- Opening Delimiter -
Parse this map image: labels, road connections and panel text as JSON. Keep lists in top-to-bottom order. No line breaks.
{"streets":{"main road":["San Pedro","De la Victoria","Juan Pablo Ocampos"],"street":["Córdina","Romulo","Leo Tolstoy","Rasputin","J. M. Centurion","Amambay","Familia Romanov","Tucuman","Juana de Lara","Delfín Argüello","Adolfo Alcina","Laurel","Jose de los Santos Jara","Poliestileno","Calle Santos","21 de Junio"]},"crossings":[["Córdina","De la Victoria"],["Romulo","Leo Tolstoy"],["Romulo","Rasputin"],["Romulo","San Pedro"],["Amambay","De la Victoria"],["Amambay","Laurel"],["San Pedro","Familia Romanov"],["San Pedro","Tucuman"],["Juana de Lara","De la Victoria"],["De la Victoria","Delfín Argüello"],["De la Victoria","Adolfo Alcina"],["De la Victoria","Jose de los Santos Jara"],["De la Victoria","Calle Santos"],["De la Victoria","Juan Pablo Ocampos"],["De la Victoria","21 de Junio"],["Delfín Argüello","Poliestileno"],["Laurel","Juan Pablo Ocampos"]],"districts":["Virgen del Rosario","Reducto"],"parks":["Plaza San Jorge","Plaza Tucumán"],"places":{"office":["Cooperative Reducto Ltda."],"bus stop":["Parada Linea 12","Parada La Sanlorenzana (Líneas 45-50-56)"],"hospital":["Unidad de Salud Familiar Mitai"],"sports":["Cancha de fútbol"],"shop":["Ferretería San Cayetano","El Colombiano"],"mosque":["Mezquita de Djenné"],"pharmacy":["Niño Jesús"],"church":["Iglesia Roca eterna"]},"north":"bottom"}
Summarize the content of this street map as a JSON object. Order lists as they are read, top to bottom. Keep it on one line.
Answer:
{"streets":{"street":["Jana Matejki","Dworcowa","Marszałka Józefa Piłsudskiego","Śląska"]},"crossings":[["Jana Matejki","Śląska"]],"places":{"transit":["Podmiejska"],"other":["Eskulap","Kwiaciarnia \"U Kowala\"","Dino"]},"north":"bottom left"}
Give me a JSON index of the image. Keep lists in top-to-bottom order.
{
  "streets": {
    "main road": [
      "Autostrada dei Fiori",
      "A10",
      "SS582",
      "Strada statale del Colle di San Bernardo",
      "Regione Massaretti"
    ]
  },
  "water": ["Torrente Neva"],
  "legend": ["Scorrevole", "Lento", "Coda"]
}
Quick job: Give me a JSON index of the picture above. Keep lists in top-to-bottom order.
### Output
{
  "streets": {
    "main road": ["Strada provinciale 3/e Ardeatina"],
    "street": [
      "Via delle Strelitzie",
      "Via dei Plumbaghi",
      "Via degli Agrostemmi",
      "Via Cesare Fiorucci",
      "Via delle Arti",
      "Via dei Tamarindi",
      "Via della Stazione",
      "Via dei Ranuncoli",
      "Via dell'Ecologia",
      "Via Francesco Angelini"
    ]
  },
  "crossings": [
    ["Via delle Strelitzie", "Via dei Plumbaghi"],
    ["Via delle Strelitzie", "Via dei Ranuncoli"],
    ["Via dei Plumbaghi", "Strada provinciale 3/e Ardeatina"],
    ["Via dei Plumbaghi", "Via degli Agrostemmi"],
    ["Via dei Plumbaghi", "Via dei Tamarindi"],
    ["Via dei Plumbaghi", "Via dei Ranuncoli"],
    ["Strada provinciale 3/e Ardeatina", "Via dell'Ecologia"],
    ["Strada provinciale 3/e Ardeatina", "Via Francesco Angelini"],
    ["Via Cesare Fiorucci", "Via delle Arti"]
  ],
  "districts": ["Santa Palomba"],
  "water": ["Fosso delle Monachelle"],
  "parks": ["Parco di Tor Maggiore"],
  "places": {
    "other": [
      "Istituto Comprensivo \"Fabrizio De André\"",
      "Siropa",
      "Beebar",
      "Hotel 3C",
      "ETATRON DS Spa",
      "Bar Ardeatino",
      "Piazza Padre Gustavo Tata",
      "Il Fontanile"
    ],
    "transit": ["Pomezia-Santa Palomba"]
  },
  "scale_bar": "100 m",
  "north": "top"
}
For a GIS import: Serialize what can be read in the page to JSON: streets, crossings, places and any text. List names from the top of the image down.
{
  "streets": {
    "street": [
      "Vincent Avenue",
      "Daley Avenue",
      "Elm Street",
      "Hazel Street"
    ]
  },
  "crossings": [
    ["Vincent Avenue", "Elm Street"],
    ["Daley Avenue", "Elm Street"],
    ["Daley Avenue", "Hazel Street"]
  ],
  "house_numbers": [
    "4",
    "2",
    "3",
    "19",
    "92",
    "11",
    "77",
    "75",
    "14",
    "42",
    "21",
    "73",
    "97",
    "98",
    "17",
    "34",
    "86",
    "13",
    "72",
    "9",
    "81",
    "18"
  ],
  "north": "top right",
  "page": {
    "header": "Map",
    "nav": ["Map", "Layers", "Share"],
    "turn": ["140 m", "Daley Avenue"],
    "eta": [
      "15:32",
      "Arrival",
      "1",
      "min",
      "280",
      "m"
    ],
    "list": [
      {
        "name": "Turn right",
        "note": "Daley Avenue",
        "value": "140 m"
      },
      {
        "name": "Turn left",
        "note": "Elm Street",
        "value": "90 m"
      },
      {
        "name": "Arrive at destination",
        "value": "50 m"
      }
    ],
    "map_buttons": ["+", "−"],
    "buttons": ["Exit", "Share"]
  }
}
- Closing Delimiter -
**AIM OF THE TASK**
Copy out each line of the listing that holds the string "Tamarindi".

**ANSWER AREA**
      "Via dei Tamarindi",
    ["Via dei Plumbaghi", "Via dei Tamarindi"],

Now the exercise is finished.